### EXERCISE INSTRUCTIONS:
Every record needs to be restated word for word.

### EXCERPTED RECORDS:

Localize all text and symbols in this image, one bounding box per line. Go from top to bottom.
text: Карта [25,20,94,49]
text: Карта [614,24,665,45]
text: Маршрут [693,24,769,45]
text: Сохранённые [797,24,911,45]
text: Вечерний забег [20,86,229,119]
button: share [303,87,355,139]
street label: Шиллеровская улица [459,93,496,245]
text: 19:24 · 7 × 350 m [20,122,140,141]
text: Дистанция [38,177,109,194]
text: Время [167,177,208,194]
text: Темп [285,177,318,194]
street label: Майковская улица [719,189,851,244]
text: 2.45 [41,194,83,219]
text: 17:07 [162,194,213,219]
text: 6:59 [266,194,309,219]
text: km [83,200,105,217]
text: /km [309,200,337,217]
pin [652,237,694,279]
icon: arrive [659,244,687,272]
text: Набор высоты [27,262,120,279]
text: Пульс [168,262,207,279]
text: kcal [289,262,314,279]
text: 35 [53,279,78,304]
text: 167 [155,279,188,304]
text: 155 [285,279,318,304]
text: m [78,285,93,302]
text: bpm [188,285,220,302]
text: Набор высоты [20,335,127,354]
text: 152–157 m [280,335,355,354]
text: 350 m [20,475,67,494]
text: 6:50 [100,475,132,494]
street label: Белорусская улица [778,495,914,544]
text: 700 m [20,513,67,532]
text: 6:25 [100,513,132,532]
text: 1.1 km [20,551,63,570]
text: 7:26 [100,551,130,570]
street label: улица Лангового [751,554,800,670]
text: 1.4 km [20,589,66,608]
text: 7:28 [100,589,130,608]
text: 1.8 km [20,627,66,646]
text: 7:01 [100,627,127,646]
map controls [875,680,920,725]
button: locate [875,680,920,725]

### ANSWER TO THIS TASK:
Localize all text and symbols in this image, one bounding box per line. Go from top to bottom.
text: Карта [25,20,94,49]
text: Карта [614,24,665,45]
text: Маршрут [693,24,769,45]
text: Сохранённые [797,24,911,45]
text: Вечерний забег [20,86,229,119]
button: share [303,87,355,139]
street label: Шиллеровская улица [459,93,496,245]
text: 19:24 · 7 × 350 m [20,122,140,141]
text: Дистанция [38,177,109,194]
text: Время [167,177,208,194]
text: Темп [285,177,318,194]
street label: Майковская улица [719,189,851,244]
text: 2.45 [41,194,83,219]
text: 17:07 [162,194,213,219]
text: 6:59 [266,194,309,219]
text: km [83,200,105,217]
text: /km [309,200,337,217]
pin [652,237,694,279]
icon: arrive [659,244,687,272]
text: Набор высоты [27,262,120,279]
text: Пульс [168,262,207,279]
text: kcal [289,262,314,279]
text: 35 [53,279,78,304]
text: 167 [155,279,188,304]
text: 155 [285,279,318,304]
text: m [78,285,93,302]
text: bpm [188,285,220,302]
text: Набор высоты [20,335,127,354]
text: 152–157 m [280,335,355,354]
text: 350 m [20,475,67,494]
text: 6:50 [100,475,132,494]
street label: Белорусская улица [778,495,914,544]
text: 700 m [20,513,67,532]
text: 6:25 [100,513,132,532]
text: 1.1 km [20,551,63,570]
text: 7:26 [100,551,130,570]
street label: улица Лангового [751,554,800,670]
text: 1.4 km [20,589,66,608]
text: 7:28 [100,589,130,608]
text: 1.8 km [20,627,66,646]
text: 7:01 [100,627,127,646]
map controls [875,680,920,725]
button: locate [875,680,920,725]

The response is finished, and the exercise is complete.